Mutations of isocitrate dehydrogenase 1 (IDH1) gene are most common in glioma, arguably preceding all known genetic alterations during tumor development. IDH1 mutations nearly invariably target the enzymatic active site Arg132, giving rise to the predominant IDH1^R132H. Cells harboring IDH1 ^R132H -heterozygous mutation produce 2-hydroxyglutarate (2-HG), which results in histone and DNA hypermethylation. Although exogenous IDH1 ^R132H transduction has been shown to promote anchorage-independent growth, the biological role of IDH1^R132H in glioma remains debatable.

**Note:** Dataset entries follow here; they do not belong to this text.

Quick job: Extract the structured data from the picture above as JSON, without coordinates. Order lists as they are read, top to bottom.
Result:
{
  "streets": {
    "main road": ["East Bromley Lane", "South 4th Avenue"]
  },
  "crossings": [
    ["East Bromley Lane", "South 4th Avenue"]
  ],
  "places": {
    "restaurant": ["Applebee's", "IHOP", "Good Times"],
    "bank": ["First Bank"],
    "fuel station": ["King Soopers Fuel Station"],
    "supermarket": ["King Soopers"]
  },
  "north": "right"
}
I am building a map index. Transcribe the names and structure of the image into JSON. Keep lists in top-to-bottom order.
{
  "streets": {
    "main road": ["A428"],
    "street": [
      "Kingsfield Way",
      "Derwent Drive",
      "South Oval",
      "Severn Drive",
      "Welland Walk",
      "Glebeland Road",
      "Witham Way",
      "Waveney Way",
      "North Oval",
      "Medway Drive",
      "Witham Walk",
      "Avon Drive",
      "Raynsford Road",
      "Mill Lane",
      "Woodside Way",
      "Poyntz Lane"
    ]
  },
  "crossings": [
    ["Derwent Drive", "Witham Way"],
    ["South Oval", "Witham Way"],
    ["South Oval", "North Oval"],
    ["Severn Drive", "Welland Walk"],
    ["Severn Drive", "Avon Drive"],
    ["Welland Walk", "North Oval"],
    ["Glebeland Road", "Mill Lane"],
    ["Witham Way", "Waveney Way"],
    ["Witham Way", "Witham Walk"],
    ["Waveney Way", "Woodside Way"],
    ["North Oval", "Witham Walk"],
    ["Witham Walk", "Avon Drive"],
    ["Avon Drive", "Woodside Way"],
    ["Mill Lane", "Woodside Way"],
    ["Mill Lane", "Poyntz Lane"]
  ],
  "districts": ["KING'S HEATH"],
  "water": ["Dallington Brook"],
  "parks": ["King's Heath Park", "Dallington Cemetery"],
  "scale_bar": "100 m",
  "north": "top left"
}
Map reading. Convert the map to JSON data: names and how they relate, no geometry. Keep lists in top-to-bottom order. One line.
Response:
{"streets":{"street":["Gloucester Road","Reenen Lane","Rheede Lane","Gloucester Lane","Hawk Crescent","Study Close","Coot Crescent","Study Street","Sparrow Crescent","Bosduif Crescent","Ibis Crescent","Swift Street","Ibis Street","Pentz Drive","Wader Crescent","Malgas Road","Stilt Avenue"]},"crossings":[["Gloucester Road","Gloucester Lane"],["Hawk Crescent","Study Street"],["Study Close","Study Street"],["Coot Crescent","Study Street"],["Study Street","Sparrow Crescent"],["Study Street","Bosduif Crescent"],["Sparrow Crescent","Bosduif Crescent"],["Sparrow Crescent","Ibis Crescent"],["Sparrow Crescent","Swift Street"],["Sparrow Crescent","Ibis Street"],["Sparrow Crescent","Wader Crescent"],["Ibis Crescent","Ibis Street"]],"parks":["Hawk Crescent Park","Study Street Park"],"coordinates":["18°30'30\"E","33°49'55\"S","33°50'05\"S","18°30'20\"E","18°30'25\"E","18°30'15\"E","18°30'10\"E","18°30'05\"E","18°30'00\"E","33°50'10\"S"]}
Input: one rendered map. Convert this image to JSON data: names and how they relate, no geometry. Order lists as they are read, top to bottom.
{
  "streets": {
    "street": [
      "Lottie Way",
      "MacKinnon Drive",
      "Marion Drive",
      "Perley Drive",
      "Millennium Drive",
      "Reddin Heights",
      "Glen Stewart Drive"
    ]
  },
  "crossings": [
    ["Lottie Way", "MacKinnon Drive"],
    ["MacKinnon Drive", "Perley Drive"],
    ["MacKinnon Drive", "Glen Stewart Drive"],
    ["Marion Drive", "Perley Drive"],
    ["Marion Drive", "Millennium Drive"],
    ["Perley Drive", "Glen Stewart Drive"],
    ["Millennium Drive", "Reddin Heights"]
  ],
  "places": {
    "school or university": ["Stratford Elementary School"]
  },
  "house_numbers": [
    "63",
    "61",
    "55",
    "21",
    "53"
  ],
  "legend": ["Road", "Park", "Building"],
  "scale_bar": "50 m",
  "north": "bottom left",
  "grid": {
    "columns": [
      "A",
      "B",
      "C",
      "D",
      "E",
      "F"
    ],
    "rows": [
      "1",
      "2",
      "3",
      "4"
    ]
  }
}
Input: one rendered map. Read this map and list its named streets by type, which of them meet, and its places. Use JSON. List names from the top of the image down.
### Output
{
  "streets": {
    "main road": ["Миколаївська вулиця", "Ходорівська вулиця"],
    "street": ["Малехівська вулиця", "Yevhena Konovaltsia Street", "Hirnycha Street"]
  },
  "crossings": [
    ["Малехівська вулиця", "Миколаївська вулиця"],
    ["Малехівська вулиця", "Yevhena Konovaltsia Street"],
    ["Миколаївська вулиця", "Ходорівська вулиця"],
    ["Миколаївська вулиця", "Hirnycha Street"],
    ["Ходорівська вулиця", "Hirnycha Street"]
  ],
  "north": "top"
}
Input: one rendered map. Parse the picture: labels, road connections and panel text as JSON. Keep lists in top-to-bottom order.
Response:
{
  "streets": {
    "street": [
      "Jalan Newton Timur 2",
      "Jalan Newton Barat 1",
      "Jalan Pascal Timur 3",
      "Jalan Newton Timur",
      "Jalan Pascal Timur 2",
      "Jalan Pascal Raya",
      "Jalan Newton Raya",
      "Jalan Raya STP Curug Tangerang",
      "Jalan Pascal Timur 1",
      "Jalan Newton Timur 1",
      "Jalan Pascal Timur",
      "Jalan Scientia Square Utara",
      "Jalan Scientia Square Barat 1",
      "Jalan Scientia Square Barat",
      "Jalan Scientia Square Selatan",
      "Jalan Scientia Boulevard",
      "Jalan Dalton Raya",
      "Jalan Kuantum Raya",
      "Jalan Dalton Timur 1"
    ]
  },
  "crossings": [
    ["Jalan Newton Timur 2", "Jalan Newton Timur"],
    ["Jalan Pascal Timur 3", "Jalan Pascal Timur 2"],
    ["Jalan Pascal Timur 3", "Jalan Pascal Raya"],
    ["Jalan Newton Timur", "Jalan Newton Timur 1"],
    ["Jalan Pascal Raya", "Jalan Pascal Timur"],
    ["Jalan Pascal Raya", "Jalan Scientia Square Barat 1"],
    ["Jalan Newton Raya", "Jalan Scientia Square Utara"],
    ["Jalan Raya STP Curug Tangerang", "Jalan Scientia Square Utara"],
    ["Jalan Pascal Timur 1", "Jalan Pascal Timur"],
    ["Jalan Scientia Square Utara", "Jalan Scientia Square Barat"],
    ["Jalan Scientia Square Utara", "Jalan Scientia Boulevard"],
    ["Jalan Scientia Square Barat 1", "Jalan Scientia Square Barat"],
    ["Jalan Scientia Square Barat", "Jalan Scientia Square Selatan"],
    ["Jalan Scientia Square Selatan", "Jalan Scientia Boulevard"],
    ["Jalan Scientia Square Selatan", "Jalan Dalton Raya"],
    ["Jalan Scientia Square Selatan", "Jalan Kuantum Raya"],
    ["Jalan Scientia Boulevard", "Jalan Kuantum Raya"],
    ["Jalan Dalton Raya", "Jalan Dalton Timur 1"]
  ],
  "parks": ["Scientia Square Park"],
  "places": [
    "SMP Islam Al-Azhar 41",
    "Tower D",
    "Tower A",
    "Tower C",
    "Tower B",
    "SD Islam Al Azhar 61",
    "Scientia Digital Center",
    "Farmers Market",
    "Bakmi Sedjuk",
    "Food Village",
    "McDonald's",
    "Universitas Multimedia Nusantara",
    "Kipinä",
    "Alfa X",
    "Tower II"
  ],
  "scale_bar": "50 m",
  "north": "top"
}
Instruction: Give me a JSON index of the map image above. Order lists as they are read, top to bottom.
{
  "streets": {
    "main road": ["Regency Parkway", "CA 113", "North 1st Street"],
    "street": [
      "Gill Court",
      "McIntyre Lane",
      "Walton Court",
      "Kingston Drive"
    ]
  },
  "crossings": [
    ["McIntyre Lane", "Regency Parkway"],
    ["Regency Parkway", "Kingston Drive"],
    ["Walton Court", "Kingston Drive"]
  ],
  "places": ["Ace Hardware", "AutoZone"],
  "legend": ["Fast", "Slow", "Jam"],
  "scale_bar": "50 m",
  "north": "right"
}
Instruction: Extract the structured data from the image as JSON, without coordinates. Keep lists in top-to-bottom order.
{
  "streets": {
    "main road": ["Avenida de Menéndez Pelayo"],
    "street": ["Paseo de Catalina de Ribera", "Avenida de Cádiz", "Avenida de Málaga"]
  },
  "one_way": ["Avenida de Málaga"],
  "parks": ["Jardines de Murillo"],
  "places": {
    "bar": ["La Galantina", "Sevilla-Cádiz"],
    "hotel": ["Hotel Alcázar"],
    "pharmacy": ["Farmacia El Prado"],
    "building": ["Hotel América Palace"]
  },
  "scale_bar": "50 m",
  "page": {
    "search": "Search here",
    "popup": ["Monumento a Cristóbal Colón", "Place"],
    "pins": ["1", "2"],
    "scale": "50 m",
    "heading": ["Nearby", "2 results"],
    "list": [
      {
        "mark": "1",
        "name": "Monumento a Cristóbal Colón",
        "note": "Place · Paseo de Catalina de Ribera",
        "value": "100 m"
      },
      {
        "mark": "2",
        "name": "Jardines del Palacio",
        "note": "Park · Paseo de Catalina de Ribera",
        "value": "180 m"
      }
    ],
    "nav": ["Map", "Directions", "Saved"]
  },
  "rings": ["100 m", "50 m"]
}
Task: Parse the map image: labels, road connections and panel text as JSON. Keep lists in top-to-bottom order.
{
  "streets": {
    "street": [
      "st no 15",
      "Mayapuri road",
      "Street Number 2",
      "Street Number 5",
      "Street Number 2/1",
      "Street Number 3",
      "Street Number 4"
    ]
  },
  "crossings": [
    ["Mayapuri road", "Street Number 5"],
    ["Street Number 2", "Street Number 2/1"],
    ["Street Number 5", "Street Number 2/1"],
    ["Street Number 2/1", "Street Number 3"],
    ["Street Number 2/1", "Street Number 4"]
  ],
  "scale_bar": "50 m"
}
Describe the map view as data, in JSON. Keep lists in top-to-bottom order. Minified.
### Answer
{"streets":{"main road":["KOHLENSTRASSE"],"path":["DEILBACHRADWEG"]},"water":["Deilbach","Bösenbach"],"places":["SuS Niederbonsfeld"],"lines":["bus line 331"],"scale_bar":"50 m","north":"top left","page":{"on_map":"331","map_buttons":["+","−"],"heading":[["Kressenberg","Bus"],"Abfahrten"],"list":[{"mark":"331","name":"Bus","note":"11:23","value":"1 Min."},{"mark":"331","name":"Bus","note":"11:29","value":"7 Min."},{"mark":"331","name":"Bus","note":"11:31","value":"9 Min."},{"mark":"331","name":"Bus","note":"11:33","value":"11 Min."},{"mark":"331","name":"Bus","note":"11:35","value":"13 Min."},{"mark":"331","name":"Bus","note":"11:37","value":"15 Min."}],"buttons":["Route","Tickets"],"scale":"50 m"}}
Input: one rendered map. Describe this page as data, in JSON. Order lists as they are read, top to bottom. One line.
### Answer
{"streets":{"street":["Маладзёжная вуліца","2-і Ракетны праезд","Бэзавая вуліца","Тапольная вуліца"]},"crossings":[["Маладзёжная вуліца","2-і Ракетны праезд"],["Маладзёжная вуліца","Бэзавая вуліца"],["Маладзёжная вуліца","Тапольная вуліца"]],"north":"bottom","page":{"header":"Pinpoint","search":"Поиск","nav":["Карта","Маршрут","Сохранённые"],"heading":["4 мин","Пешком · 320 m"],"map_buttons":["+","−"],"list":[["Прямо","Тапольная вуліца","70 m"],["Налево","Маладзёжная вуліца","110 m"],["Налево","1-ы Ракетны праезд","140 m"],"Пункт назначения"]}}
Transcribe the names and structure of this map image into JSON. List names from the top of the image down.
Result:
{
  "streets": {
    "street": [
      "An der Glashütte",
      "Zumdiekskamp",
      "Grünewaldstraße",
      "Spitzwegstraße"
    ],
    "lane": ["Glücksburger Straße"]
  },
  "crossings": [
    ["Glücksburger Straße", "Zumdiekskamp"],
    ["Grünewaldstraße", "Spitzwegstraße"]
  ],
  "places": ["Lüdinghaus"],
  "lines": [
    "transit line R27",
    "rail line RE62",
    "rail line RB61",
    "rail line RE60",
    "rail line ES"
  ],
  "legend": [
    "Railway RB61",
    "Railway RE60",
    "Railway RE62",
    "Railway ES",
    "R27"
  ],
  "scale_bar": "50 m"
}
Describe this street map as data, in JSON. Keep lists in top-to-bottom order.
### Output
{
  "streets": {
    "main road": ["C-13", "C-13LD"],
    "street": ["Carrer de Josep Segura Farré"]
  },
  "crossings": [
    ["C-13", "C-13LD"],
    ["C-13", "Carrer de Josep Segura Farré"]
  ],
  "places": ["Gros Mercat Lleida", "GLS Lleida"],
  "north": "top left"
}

In this study, we demonstrate that heterozygous IDH1 ^R132H suppresses but hemizygous IDH1 ^R132H promotes anchorage-independent growth. Whereas genetic deletion of the wild-type allele in IDH1 ^R132H -heterozygous cells resulted in a pronounced increase in neurosphere genesis, restoration of IDH1 expression in IDH1 ^R132H -hemizygous cells led to the contrary. Conversely, anchorage-independent growth was antagonistic to the mutant IDH1 function by inhibiting gene expression and 2-HG production. Furthermore, we identified that in contrast to IDH1 ^R132H -hemizygous neurosphere, IDH1 ^R132H -heterozygous cells maintained a low level of reducing power to suppress neurosphere genesis, which could be bypassed, however, by the addition of reducing agent. Taken together, these results underscore the functional importance of IDH1 mutation heterozygosity in glioma biology and indicate functional loss of mutant IDH1 as an escape mechanism underlying glioma progression and the pathway of redox homeostasis as potential therapeutic targets.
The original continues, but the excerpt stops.